This is probably what's going to happen, but only if we take a LOT of human labor out of it. Either that, or accept that every class will be huge (200-500 students) with minimal attention given to students, no office hours, and low-paid labor doing all the grunt work (grading, answering questions)
I see a lot of parallels to medicine here. Both are highly regulated and seen as a "right" we ought to fund. Maybe, but until we achieve greater labor leverage (made even harder by professional credentialing in medicine), there just won't be a way to drive costs down much, so we're stuck with what we have.
College at $60k a semester while an adjunct earns $28k a year and somehow this doesn't result in a 1:1 student:teacher ratio means someone's skimming off a ton of money.
Part of the problem with universities IMO is the accounting for revenue<->expenses isn't at all straightforward. Athletics generate a ton more money than they cost, most people seem fine with that. Research generates no revenue but costs a ton, for some hard-to-quantify but (hopefully?) real benefit to society at large. Tuition is nominally for teaching, which is a big cost center for a university. And, at least in the US, all the costs are split between the national government, the state government (who has the pleasure of educating people who may not live in that state long-term?) and tuition, and various donors and grants.
A system ripe for disruption, if ever there was one.
I have no idea why anyone would say "research generates no revenues" when most universities have systems to spin out viable research and profit from it. Universities quite literally profit financially from patented research funded by taxpayers. The government gets no direct return on this, and the usual argument is that it increases economic activity and raises the tax take - which may be true, but it's still a uniquely privileged position.
But most universities are more about property speculation and bequest farming than they are about education or R&D.
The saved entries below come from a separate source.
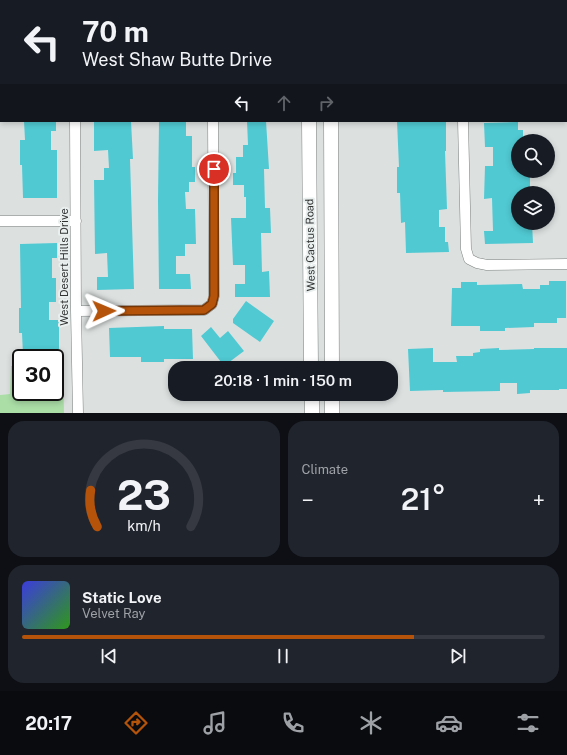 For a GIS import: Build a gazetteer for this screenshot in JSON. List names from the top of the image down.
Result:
{
  "streets": {
    "main road": ["West Cactus Road"],
    "street": ["West Desert Hills Drive"]
  },
  "page": {
    "turn": ["70 m", "West Shaw Butte Drive"],
    "limit": "30",
    "trip": "20:18 · 1 min · 150 m",
    "tile": "Climate",
    "heat": ["−", "21°", "+"],
    "song": ["Static Love", "Velvet Ray"],
    "tabs": "20:17",
    "gauge": ["23", "km/h"]
  }
} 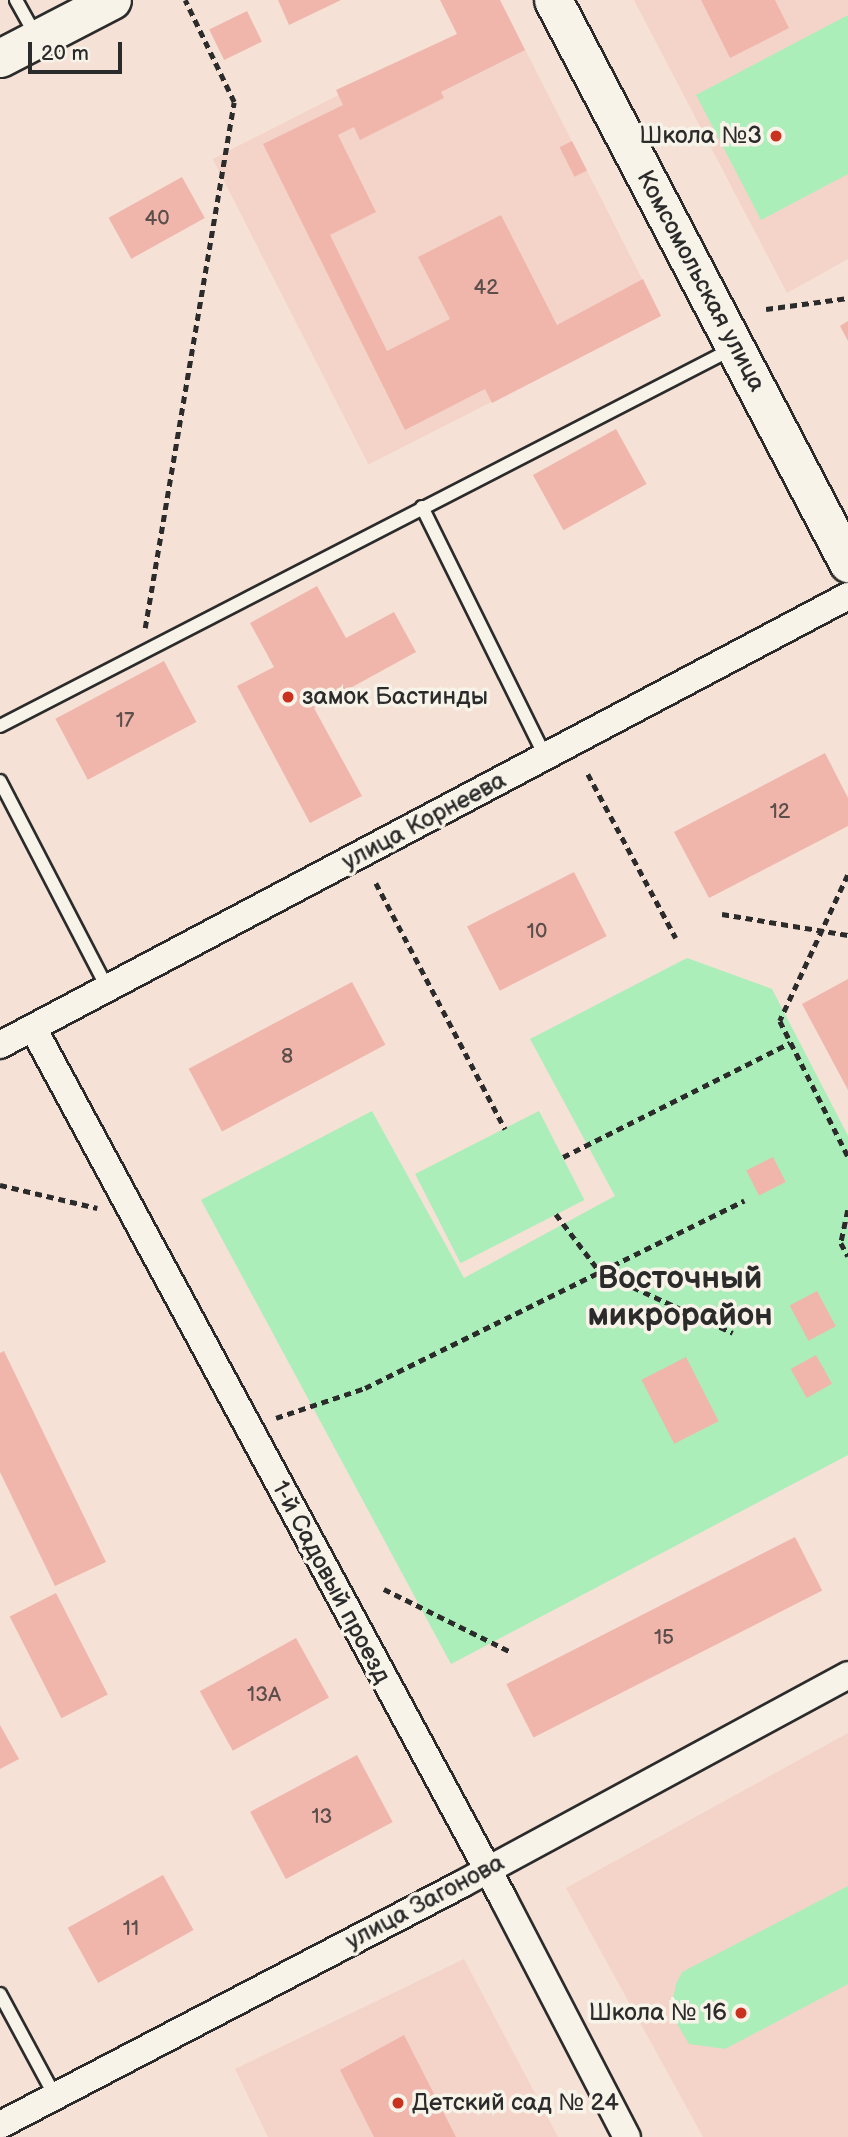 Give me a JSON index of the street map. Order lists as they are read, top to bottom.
{
  "streets": {
    "street": [
      "Комсомольская улица",
      "улица Корнеева",
      "1-й Садовый проезд",
      "улица Загонова"
    ]
  },
  "crossings": [
    ["улица Корнеева", "1-й Садовый проезд"],
    ["1-й Садовый проезд", "улица Загонова"]
  ],
  "districts": ["Восточный микрорайон"],
  "places": [
    "Школа №3",
    "замок Бастинды",
    "Школа № 16",
    "Детский сад № 24"
  ],
  "house_numbers": [
    "40",
    "42",
    "17",
    "12",
    "10",
    "8",
    "15",
    "13А",
    "13",
    "11"
  ],
  "scale_bar": "20 m"
} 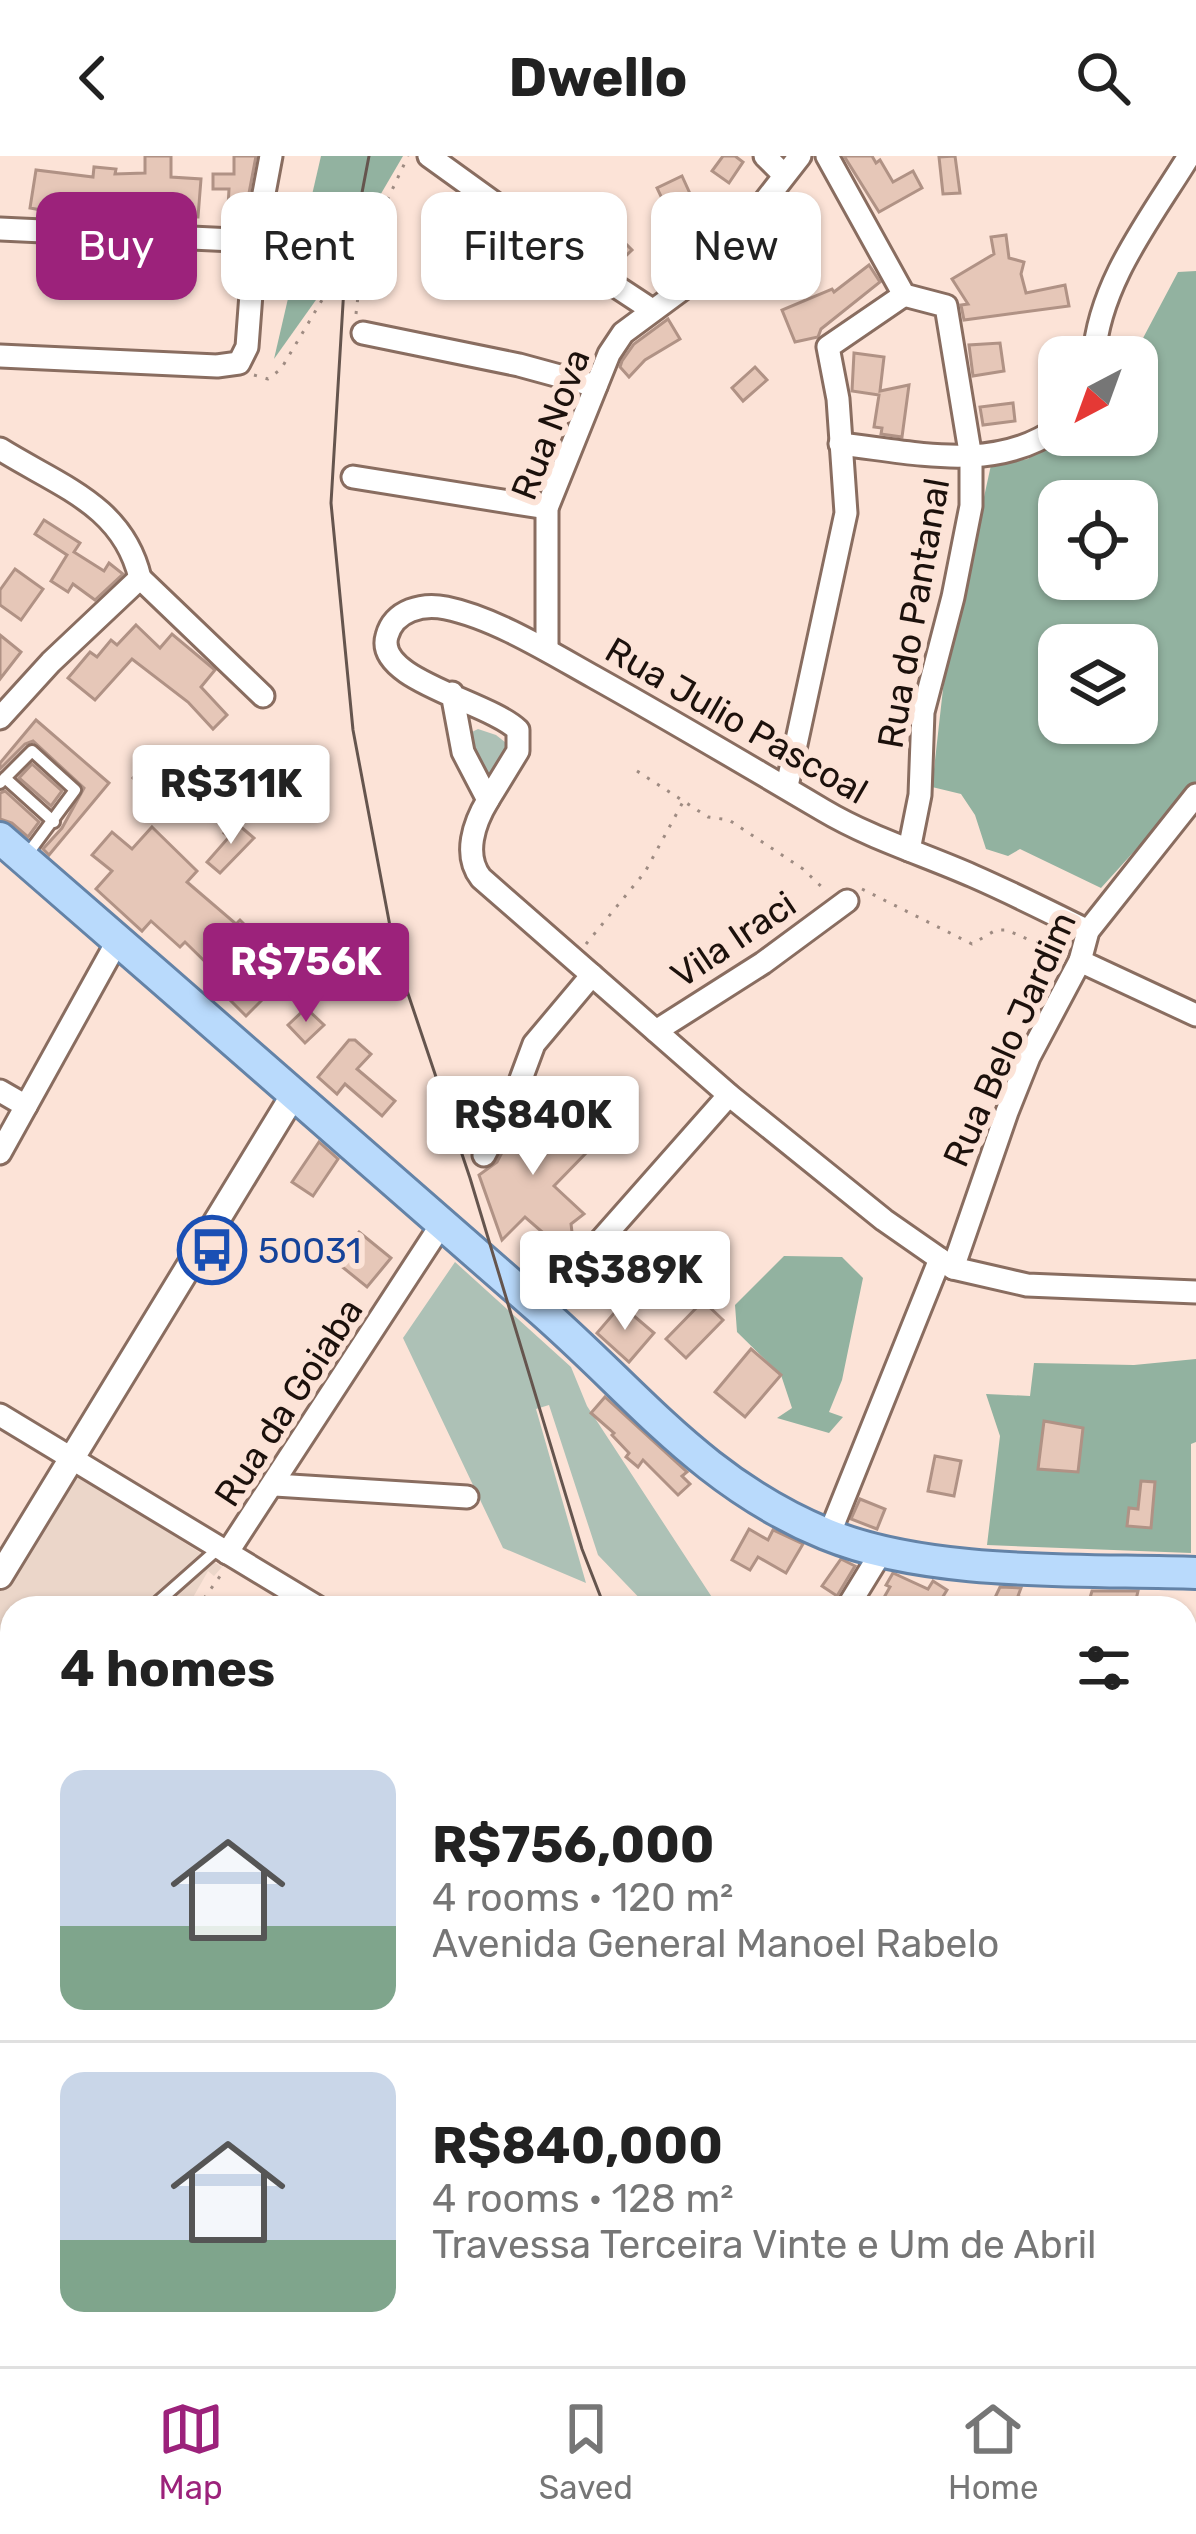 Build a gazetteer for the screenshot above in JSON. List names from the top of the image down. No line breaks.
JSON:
{"streets":{"street":["Rua Nova","Rua do Pantanal","Rua Julio Pascoal","Vila Iraci","Rua Belo Jardim","Rua da Goiaba"]},"crossings":[["Rua Nova","Rua Julio Pascoal"],["Rua do Pantanal","Rua Julio Pascoal"],["Rua Julio Pascoal","Rua Belo Jardim"]],"places":{"bus stop":["50031"]},"north":"bottom left","page":{"header":"Dwello","chip":["Buy","Rent","Filters","New"],"price":["R$311K","R$756K","R$840K","R$389K"],"heading":"4 homes","list":[{"name":"R$756,000","note":"4 rooms · 120 m² · Avenida General Manoel Rabelo"},{"name":"R$840,000","note":"4 rooms · 128 m² · Travessa Terceira Vinte e Um de Abril"}],"tabs":["Map","Saved","Home"]}}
The system is entirely corporatised and often predatory. Professors are only as valuable as the grant income they generate, adjuncts are gig economy labour, students are a barely-tolerated annoyance, and property speculation and "administration" are considered the central mission.
Exactly, why are young students footing a disproportionate load for “society-benefiting research” as part of their tuition? And paying interest for it. That’s amazingly unfair.
For the university, research in the sciences brings in way more money than it costs, and subsidizes a lot of other things. Most professors in physics, chemistry, etc. largely pay their own salaries out of grants.
Maybe... but we could definitely alter the nature of risk involved.
Why not reduce cost of tuition (e.g. <$1K/semester), while raising the bar on academic rigor as a means of controlling demand?